WHAT THE TASK ASKS -
Find every line below that contains the word "الفرجان" and copy it out.

**** INPUT ****

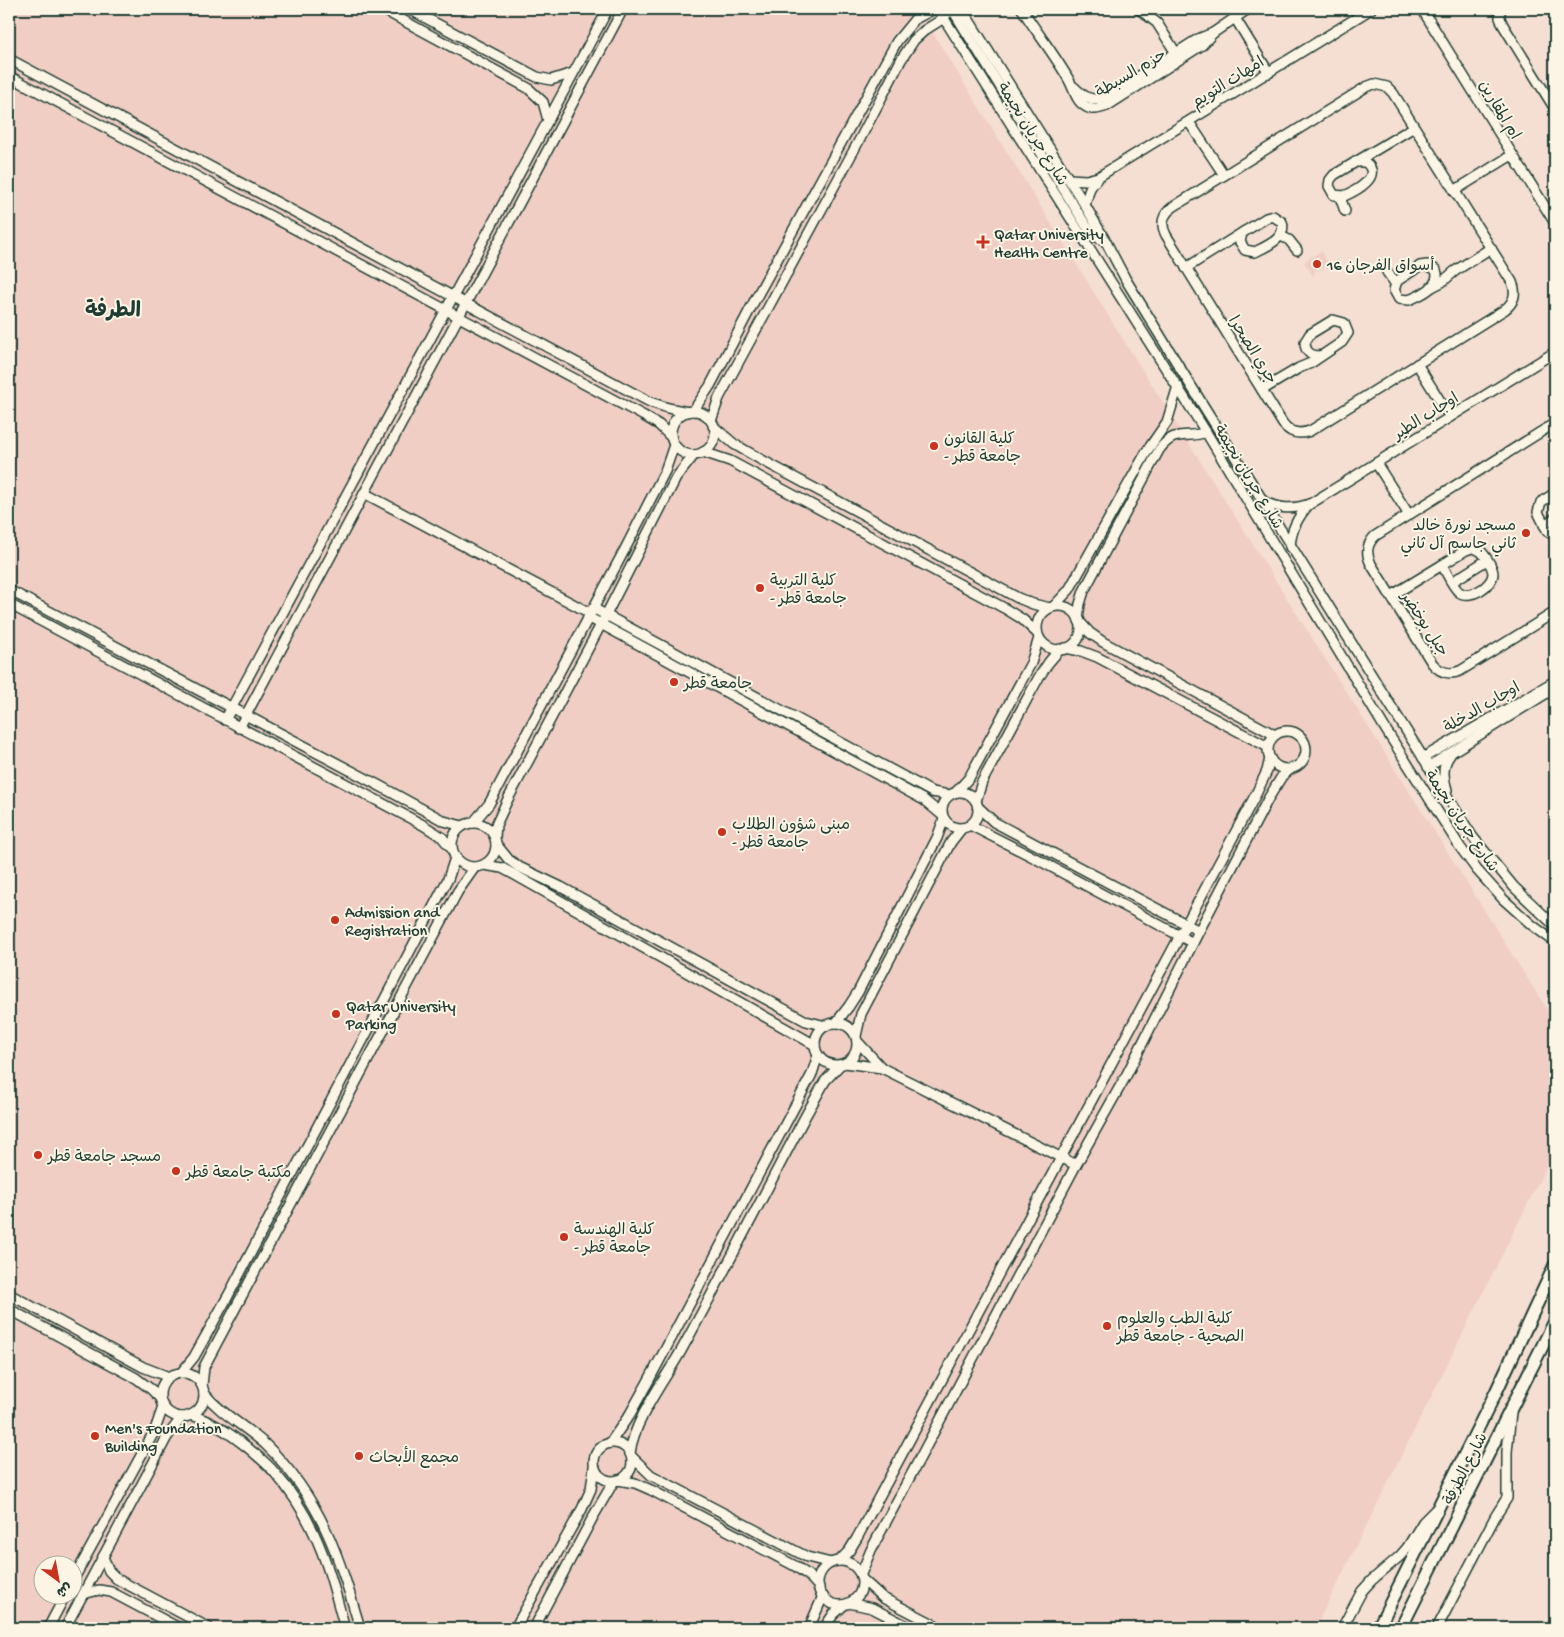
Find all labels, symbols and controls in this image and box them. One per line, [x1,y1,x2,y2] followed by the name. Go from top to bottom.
[1092,46,1171,104] street label: حزم السبطة
[1189,54,1269,114] street label: امهات التويم
[1473,78,1523,144] street label: ام المقارين
[992,79,1071,190] street label: شارع جريان نجيمة
[994,227,1104,264] place label: Qatar University Health Centre
[976,235,990,249] marker: Qatar University Health Centre
[1326,256,1434,277] place label: أسواق الفرجان 16
[1311,258,1323,270] marker: أسواق الفرجان 16
[85,297,141,325] district label: الطرفة
[1223,313,1279,389] street label: جري الصحرا
[1389,390,1463,447] street label: اوجاب الطير
[1208,422,1287,534] street label: شارع جريان نجيمة
[944,430,1021,468] place label: كلية القانون - جامعة قطر
[928,440,940,452] marker: كلية القانون - جامعة قطر
[1400,518,1517,557] place label: مسجد نورة خالد ثاني جاسم آل ثاني
[1520,527,1532,539] marker: مسجد نورة خالد ثاني جاسم آل ثاني
[770,572,847,610] place label: كلية التربية - جامعة قطر
[754,582,766,594] marker: كلية التربية - جامعة قطر
[1394,587,1451,661] street label: جبل بوخضر
[682,675,752,695] place label: جامعة قطر
[668,676,680,688] marker: جامعة قطر
[1441,679,1524,739] street label: اوجاب الدخلة
[1419,767,1502,876] street label: شارع جريان نجيمة
[732,817,850,854] place label: مبنى شؤون الطلاب - جامعة قطر
[716,826,728,838] marker: مبنى شؤون الطلاب - جامعة قطر
[345,905,441,942] place label: Admission and Registration
[329,914,341,926] marker: Admission and Registration
[345,999,456,1036] place label: Qatar University Parking
[330,1008,342,1020] marker: Qatar University Parking
[46,1148,161,1168] place label: مسجد جامعة قطر
[32,1149,44,1161] marker: مسجد جامعة قطر
[184,1164,291,1184] place label: مكتبة جامعة قطر
[170,1165,182,1177] marker: مكتبة جامعة قطر
[574,1221,655,1259] place label: كلية الهندسة - جامعة قطر
[558,1231,570,1243] marker: كلية الهندسة - جامعة قطر
[1115,1310,1244,1348] place label: كلية الطب والعلوم الصحية - جامعة قطر
[1101,1320,1113,1332] marker: كلية الطب والعلوم الصحية - جامعة قطر
[104,1421,222,1458] place label: Men's Foundation Building
[89,1430,101,1442] marker: Men's Foundation Building
[1440,1430,1493,1509] street label: شارع الطرفة
[369,1446,459,1469] place label: مجمع الأبحاث
[353,1450,365,1462] marker: مجمع الأبحاث
[32,1554,82,1604] north arrow
[53,1578,75,1600] text: ش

****

ANSWER SPACE -
[1326,256,1434,277] place label: أسواق الفرجان 16
[1311,258,1323,270] marker: أسواق الفرجان 16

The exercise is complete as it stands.